▶ YOUR TASK:
Line by line, return everything in the listing exactly.

▶ PROVIDED RECORDS:
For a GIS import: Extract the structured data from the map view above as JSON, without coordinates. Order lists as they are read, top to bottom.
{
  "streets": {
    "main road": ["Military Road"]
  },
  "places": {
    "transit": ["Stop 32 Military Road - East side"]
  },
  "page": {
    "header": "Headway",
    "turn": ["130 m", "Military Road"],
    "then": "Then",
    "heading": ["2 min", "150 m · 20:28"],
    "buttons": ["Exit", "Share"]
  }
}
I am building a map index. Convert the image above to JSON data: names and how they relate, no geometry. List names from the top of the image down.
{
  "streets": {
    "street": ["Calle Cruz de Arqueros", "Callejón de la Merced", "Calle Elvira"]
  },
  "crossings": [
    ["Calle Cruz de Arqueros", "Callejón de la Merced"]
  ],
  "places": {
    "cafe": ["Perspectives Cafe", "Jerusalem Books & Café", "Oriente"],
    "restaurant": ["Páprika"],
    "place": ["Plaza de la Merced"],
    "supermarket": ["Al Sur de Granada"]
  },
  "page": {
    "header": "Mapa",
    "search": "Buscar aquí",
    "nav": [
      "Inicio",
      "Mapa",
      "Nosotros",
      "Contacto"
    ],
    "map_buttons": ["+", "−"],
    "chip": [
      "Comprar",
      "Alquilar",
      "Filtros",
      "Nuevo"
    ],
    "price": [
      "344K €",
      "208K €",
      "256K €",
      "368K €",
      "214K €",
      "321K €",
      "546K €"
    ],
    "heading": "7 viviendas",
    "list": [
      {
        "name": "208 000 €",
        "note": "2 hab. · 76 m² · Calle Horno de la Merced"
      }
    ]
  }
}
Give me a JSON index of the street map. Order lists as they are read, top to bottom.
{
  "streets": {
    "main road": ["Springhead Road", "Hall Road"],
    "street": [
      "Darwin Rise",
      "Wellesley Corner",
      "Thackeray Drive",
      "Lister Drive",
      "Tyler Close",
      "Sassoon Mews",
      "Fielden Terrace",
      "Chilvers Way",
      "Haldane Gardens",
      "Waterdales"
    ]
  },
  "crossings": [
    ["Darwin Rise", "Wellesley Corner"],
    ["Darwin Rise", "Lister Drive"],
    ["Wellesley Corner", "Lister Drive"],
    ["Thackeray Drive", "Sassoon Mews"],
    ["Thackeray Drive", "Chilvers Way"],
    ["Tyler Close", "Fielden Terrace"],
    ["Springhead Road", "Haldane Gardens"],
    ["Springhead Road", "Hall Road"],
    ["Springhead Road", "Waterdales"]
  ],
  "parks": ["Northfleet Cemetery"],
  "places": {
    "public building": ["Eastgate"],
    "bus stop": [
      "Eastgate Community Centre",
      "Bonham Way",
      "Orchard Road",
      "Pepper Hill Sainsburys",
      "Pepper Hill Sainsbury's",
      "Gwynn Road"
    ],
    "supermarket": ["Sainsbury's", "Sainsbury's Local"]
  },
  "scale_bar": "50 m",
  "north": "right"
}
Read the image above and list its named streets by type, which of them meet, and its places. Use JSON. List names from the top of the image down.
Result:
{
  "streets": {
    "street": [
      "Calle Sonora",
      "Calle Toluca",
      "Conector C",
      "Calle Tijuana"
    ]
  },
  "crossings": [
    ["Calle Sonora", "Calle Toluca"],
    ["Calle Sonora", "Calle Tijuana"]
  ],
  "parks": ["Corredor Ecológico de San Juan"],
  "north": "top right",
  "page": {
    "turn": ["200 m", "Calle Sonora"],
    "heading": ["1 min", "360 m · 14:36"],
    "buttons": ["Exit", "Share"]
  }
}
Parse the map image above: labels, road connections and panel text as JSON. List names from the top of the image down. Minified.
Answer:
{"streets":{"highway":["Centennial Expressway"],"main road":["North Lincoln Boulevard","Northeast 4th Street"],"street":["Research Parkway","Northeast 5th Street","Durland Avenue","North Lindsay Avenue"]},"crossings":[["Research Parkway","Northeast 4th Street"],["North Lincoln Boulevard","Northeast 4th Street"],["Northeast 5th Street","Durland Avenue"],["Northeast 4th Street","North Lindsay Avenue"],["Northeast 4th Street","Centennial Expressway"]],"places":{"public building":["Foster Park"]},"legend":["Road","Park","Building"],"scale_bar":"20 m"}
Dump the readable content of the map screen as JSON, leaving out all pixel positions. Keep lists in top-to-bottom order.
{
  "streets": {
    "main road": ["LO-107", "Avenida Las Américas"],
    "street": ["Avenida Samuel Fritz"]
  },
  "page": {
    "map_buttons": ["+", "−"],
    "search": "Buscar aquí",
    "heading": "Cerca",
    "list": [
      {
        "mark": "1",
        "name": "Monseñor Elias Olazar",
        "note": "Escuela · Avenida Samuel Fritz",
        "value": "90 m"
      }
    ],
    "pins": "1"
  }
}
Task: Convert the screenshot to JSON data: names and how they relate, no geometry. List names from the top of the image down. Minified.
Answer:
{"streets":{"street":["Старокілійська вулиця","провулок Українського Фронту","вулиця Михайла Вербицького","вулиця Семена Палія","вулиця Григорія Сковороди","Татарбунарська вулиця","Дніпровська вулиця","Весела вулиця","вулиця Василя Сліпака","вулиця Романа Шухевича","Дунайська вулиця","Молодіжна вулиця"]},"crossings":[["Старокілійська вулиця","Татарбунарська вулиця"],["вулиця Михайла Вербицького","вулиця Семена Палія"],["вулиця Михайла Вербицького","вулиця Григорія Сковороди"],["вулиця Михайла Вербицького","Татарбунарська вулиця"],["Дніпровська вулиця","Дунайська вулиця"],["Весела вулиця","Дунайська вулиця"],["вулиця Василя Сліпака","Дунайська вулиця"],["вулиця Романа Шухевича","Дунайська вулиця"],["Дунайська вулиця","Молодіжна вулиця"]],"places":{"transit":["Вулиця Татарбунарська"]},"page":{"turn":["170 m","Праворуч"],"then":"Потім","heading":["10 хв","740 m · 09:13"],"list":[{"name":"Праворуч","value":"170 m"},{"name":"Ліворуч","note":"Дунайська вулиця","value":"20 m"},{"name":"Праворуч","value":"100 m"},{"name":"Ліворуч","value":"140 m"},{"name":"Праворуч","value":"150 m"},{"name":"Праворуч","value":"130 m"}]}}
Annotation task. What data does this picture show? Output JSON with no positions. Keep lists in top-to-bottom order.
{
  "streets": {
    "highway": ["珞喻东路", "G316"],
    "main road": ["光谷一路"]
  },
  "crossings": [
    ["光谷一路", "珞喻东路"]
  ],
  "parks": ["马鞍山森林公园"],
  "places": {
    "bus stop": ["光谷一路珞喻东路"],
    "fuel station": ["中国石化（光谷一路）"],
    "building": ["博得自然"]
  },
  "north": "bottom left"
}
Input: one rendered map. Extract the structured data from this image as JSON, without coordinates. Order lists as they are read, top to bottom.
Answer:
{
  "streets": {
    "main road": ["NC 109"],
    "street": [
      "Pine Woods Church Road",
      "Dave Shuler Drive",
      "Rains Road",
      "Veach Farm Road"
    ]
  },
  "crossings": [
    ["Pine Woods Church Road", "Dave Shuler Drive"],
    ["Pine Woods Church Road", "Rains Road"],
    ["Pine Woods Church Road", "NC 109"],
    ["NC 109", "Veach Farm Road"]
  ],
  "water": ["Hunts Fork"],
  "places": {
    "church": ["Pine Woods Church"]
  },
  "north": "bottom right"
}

▶ YOUR SOLUTION:
For a GIS import: Extract the structured data from the map view above as JSON, without coordinates. Order lists as they are read, top to bottom.
{
  "streets": {
    "main road": ["Military Road"]
  },
  "places": {
    "transit": ["Stop 32 Military Road - East side"]
  },
  "page": {
    "header": "Headway",
    "turn": ["130 m", "Military Road"],
    "then": "Then",
    "heading": ["2 min", "150 m · 20:28"],
    "buttons": ["Exit", "Share"]
  }
}
I am building a map index. Convert the image above to JSON data: names and how they relate, no geometry. List names from the top of the image down.
{
  "streets": {
    "street": ["Calle Cruz de Arqueros", "Callejón de la Merced", "Calle Elvira"]
  },
  "crossings": [
    ["Calle Cruz de Arqueros", "Callejón de la Merced"]
  ],
  "places": {
    "cafe": ["Perspectives Cafe", "Jerusalem Books & Café", "Oriente"],
    "restaurant": ["Páprika"],
    "place": ["Plaza de la Merced"],
    "supermarket": ["Al Sur de Granada"]
  },
  "page": {
    "header": "Mapa",
    "search": "Buscar aquí",
    "nav": [
      "Inicio",
      "Mapa",
      "Nosotros",
      "Contacto"
    ],
    "map_buttons": ["+", "−"],
    "chip": [
      "Comprar",
      "Alquilar",
      "Filtros",
      "Nuevo"
    ],
    "price": [
      "344K €",
      "208K €",
      "256K €",
      "368K €",
      "214K €",
      "321K €",
      "546K €"
    ],
    "heading": "7 viviendas",
    "list": [
      {
        "name": "208 000 €",
        "note": "2 hab. · 76 m² · Calle Horno de la Merced"
      }
    ]
  }
}
Give me a JSON index of the street map. Order lists as they are read, top to bottom.
{
  "streets": {
    "main road": ["Springhead Road", "Hall Road"],
    "street": [
      "Darwin Rise",
      "Wellesley Corner",
      "Thackeray Drive",
      "Lister Drive",
      "Tyler Close",
      "Sassoon Mews",
      "Fielden Terrace",
      "Chilvers Way",
      "Haldane Gardens",
      "Waterdales"
    ]
  },
  "crossings": [
    ["Darwin Rise", "Wellesley Corner"],
    ["Darwin Rise", "Lister Drive"],
    ["Wellesley Corner", "Lister Drive"],
    ["Thackeray Drive", "Sassoon Mews"],
    ["Thackeray Drive", "Chilvers Way"],
    ["Tyler Close", "Fielden Terrace"],
    ["Springhead Road", "Haldane Gardens"],
    ["Springhead Road", "Hall Road"],
    ["Springhead Road", "Waterdales"]
  ],
  "parks": ["Northfleet Cemetery"],
  "places": {
    "public building": ["Eastgate"],
    "bus stop": [
      "Eastgate Community Centre",
      "Bonham Way",
      "Orchard Road",
      "Pepper Hill Sainsburys",
      "Pepper Hill Sainsbury's",
      "Gwynn Road"
    ],
    "supermarket": ["Sainsbury's", "Sainsbury's Local"]
  },
  "scale_bar": "50 m",
  "north": "right"
}
Read the image above and list its named streets by type, which of them meet, and its places. Use JSON. List names from the top of the image down.
Result:
{
  "streets": {
    "street": [
      "Calle Sonora",
      "Calle Toluca",
      "Conector C",
      "Calle Tijuana"
    ]
  },
  "crossings": [
    ["Calle Sonora", "Calle Toluca"],
    ["Calle Sonora", "Calle Tijuana"]
  ],
  "parks": ["Corredor Ecológico de San Juan"],
  "north": "top right",
  "page": {
    "turn": ["200 m", "Calle Sonora"],
    "heading": ["1 min", "360 m · 14:36"],
    "buttons": ["Exit", "Share"]
  }
}
Parse the map image above: labels, road connections and panel text as JSON. List names from the top of the image down. Minified.
Answer:
{"streets":{"highway":["Centennial Expressway"],"main road":["North Lincoln Boulevard","Northeast 4th Street"],"street":["Research Parkway","Northeast 5th Street","Durland Avenue","North Lindsay Avenue"]},"crossings":[["Research Parkway","Northeast 4th Street"],["North Lincoln Boulevard","Northeast 4th Street"],["Northeast 5th Street","Durland Avenue"],["Northeast 4th Street","North Lindsay Avenue"],["Northeast 4th Street","Centennial Expressway"]],"places":{"public building":["Foster Park"]},"legend":["Road","Park","Building"],"scale_bar":"20 m"}
Dump the readable content of the map screen as JSON, leaving out all pixel positions. Keep lists in top-to-bottom order.
{
  "streets": {
    "main road": ["LO-107", "Avenida Las Américas"],
    "street": ["Avenida Samuel Fritz"]
  },
  "page": {
    "map_buttons": ["+", "−"],
    "search": "Buscar aquí",
    "heading": "Cerca",
    "list": [
      {
        "mark": "1",
        "name": "Monseñor Elias Olazar",
        "note": "Escuela · Avenida Samuel Fritz",
        "value": "90 m"
      }
    ],
    "pins": "1"
  }
}
Task: Convert the screenshot to JSON data: names and how they relate, no geometry. List names from the top of the image down. Minified.
Answer:
{"streets":{"street":["Старокілійська вулиця","провулок Українського Фронту","вулиця Михайла Вербицького","вулиця Семена Палія","вулиця Григорія Сковороди","Татарбунарська вулиця","Дніпровська вулиця","Весела вулиця","вулиця Василя Сліпака","вулиця Романа Шухевича","Дунайська вулиця","Молодіжна вулиця"]},"crossings":[["Старокілійська вулиця","Татарбунарська вулиця"],["вулиця Михайла Вербицького","вулиця Семена Палія"],["вулиця Михайла Вербицького","вулиця Григорія Сковороди"],["вулиця Михайла Вербицького","Татарбунарська вулиця"],["Дніпровська вулиця","Дунайська вулиця"],["Весела вулиця","Дунайська вулиця"],["вулиця Василя Сліпака","Дунайська вулиця"],["вулиця Романа Шухевича","Дунайська вулиця"],["Дунайська вулиця","Молодіжна вулиця"]],"places":{"transit":["Вулиця Татарбунарська"]},"page":{"turn":["170 m","Праворуч"],"then":"Потім","heading":["10 хв","740 m · 09:13"],"list":[{"name":"Праворуч","value":"170 m"},{"name":"Ліворуч","note":"Дунайська вулиця","value":"20 m"},{"name":"Праворуч","value":"100 m"},{"name":"Ліворуч","value":"140 m"},{"name":"Праворуч","value":"150 m"},{"name":"Праворуч","value":"130 m"}]}}
Annotation task. What data does this picture show? Output JSON with no positions. Keep lists in top-to-bottom order.
{
  "streets": {
    "highway": ["珞喻东路", "G316"],
    "main road": ["光谷一路"]
  },
  "crossings": [
    ["光谷一路", "珞喻东路"]
  ],
  "parks": ["马鞍山森林公园"],
  "places": {
    "bus stop": ["光谷一路珞喻东路"],
    "fuel station": ["中国石化（光谷一路）"],
    "building": ["博得自然"]
  },
  "north": "bottom left"
}
Input: one rendered map. Extract the structured data from this image as JSON, without coordinates. Order lists as they are read, top to bottom.
Answer:
{
  "streets": {
    "main road": ["NC 109"],
    "street": [
      "Pine Woods Church Road",
      "Dave Shuler Drive",
      "Rains Road",
      "Veach Farm Road"
    ]
  },
  "crossings": [
    ["Pine Woods Church Road", "Dave Shuler Drive"],
    ["Pine Woods Church Road", "Rains Road"],
    ["Pine Woods Church Road", "NC 109"],
    ["NC 109", "Veach Farm Road"]
  ],
  "water": ["Hunts Fork"],
  "places": {
    "church": ["Pine Woods Church"]
  },
  "north": "bottom right"
}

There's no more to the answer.